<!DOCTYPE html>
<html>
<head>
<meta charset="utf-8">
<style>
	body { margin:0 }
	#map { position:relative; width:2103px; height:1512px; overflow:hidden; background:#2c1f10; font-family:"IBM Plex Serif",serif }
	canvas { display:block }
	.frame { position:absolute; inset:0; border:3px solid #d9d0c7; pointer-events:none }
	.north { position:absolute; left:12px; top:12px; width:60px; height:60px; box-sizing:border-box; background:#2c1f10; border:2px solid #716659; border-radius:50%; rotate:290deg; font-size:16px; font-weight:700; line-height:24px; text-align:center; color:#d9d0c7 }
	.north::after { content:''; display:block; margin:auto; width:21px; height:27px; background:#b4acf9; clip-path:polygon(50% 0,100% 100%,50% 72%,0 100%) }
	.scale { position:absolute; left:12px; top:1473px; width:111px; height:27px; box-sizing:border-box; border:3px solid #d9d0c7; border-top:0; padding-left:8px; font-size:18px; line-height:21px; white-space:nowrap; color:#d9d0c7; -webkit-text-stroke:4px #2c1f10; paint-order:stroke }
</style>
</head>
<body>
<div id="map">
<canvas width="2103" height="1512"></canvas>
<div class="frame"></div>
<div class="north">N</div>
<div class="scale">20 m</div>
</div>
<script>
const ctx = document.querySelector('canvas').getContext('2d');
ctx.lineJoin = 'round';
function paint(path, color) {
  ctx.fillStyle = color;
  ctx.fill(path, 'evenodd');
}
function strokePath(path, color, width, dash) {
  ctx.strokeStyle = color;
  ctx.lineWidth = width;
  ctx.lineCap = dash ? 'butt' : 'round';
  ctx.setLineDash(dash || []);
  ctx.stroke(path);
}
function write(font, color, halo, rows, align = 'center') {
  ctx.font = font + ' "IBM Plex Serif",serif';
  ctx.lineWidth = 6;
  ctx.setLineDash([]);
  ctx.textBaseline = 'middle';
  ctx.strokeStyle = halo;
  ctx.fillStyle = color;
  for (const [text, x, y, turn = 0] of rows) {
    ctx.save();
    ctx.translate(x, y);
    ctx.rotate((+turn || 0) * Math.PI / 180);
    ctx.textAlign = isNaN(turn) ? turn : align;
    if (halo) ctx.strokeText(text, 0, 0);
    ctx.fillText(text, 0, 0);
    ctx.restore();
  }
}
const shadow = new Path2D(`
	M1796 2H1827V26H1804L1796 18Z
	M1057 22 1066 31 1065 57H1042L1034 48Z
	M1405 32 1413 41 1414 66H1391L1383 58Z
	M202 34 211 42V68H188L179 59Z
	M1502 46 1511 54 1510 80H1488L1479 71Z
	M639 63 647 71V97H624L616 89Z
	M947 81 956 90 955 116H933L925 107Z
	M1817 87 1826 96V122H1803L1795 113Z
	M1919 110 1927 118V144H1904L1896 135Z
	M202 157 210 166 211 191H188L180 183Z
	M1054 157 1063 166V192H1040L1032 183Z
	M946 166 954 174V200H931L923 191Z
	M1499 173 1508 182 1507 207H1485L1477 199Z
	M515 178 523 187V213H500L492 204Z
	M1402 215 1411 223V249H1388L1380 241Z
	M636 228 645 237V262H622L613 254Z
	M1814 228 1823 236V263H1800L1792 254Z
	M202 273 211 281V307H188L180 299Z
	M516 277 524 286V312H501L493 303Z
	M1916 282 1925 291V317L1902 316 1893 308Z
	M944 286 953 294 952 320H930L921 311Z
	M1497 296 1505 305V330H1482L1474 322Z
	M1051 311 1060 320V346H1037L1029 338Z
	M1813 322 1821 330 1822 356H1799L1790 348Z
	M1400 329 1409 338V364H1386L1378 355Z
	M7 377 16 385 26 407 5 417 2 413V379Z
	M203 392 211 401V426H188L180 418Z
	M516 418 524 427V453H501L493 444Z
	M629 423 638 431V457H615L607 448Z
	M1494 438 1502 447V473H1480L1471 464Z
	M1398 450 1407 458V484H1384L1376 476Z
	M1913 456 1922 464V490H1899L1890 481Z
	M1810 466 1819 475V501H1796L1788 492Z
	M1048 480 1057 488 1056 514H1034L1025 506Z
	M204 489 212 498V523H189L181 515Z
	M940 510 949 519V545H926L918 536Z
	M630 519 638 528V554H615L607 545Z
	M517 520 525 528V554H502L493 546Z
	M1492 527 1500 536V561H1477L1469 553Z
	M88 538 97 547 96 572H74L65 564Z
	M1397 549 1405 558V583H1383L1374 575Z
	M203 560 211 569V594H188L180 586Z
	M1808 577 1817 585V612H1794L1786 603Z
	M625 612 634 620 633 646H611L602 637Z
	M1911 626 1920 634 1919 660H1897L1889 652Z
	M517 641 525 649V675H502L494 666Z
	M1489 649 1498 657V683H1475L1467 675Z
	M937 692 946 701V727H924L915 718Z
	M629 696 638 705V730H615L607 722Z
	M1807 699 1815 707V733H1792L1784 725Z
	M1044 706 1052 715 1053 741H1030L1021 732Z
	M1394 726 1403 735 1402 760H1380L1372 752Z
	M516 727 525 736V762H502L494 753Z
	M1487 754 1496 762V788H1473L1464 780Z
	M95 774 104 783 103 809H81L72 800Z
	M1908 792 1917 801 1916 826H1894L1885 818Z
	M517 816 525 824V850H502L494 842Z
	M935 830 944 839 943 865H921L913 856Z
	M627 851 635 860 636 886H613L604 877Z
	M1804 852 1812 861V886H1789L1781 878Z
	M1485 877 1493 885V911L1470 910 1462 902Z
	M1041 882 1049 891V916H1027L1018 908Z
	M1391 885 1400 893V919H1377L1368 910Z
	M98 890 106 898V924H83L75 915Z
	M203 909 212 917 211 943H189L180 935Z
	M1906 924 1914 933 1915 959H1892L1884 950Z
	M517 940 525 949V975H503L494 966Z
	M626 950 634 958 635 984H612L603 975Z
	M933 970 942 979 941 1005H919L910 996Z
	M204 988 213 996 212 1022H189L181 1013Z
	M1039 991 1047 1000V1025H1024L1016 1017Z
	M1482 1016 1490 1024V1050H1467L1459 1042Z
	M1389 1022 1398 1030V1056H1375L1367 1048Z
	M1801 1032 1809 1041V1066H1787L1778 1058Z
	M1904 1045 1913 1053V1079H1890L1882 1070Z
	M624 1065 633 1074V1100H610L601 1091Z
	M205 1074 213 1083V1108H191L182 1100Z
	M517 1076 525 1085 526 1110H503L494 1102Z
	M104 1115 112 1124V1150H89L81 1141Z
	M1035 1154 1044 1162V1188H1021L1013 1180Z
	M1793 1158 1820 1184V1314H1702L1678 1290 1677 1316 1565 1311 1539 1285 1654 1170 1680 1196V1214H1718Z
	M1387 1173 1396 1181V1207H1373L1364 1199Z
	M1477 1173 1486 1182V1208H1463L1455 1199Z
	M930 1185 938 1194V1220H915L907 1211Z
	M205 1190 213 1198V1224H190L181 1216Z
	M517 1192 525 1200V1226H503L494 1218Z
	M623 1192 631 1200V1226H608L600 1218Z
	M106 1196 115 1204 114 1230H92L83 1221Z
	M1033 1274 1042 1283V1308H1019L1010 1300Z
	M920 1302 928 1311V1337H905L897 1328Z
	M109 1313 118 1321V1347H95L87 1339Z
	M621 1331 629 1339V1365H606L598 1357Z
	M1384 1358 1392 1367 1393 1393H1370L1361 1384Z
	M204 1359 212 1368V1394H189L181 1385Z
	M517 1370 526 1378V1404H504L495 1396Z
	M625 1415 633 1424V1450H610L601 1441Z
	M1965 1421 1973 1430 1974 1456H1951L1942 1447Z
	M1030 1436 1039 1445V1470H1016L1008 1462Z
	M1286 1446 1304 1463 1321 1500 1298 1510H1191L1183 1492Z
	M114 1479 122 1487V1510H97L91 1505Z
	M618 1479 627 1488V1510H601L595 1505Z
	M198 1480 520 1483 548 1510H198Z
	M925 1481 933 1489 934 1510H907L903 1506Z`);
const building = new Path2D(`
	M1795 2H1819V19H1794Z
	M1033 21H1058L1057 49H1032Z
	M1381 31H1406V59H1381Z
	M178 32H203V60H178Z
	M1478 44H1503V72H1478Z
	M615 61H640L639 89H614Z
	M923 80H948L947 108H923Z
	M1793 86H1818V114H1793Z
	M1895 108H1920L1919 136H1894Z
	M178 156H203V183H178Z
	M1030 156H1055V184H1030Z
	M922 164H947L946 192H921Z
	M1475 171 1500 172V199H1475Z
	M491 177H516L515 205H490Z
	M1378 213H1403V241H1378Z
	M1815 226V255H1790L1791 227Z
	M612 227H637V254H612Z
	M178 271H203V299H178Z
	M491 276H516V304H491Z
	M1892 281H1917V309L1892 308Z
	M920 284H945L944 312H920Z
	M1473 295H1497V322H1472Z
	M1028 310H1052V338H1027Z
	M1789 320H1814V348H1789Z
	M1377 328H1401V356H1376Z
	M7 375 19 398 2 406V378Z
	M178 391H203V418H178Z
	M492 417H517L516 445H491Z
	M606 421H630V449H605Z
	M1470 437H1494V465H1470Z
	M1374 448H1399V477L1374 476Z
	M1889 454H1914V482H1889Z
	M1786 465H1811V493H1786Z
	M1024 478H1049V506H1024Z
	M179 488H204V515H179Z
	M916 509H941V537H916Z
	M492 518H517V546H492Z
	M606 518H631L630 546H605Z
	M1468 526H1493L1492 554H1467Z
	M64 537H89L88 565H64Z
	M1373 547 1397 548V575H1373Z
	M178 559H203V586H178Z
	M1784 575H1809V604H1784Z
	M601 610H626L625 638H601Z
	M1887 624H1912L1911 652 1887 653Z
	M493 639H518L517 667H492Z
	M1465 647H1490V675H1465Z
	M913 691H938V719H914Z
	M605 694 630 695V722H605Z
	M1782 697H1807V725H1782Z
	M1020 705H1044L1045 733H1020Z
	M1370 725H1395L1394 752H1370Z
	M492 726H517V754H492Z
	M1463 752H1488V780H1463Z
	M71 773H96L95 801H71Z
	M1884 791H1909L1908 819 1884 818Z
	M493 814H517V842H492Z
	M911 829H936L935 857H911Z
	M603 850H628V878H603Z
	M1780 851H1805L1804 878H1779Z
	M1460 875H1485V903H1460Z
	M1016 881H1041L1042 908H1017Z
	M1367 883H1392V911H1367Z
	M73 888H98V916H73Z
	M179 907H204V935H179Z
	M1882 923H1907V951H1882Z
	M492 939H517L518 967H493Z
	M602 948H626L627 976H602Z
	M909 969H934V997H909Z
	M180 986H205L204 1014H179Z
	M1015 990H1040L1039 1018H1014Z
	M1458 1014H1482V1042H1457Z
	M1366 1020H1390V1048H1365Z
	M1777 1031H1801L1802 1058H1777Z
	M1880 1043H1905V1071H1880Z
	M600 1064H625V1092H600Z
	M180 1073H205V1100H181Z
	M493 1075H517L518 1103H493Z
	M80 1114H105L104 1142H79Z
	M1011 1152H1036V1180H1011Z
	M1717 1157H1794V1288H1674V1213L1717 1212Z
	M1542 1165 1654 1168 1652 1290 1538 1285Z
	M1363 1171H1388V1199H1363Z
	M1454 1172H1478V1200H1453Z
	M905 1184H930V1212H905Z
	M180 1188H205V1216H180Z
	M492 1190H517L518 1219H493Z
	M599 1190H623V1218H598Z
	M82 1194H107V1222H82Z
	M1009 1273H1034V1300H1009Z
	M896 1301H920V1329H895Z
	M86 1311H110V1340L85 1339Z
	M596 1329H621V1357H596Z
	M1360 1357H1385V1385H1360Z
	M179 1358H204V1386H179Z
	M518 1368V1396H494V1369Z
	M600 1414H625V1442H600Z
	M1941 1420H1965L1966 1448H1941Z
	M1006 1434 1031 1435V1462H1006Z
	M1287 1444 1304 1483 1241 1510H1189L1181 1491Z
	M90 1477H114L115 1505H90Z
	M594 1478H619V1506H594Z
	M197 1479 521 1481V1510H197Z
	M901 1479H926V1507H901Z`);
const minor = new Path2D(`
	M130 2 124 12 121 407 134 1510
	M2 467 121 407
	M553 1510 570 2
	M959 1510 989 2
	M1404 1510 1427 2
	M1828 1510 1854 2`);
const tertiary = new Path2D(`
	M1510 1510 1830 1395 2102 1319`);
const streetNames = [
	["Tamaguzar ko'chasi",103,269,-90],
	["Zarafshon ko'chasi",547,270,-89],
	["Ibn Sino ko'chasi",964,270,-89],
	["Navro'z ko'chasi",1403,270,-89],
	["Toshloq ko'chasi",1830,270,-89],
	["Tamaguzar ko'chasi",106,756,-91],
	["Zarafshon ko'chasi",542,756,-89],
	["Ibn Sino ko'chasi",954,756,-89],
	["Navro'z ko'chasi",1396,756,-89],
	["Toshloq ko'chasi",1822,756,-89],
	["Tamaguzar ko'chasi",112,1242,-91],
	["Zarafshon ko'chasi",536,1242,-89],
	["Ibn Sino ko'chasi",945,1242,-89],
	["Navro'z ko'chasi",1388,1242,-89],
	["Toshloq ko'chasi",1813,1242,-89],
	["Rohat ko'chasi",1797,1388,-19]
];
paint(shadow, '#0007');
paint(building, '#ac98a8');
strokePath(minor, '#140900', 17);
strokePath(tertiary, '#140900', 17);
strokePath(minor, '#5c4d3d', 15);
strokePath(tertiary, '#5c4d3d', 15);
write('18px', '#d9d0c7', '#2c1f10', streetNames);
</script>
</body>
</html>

.....

▶ _WORK TASK_: Find out how many lines above hold "function". Write only the number.

▶ _RESPONSE AREA_: 3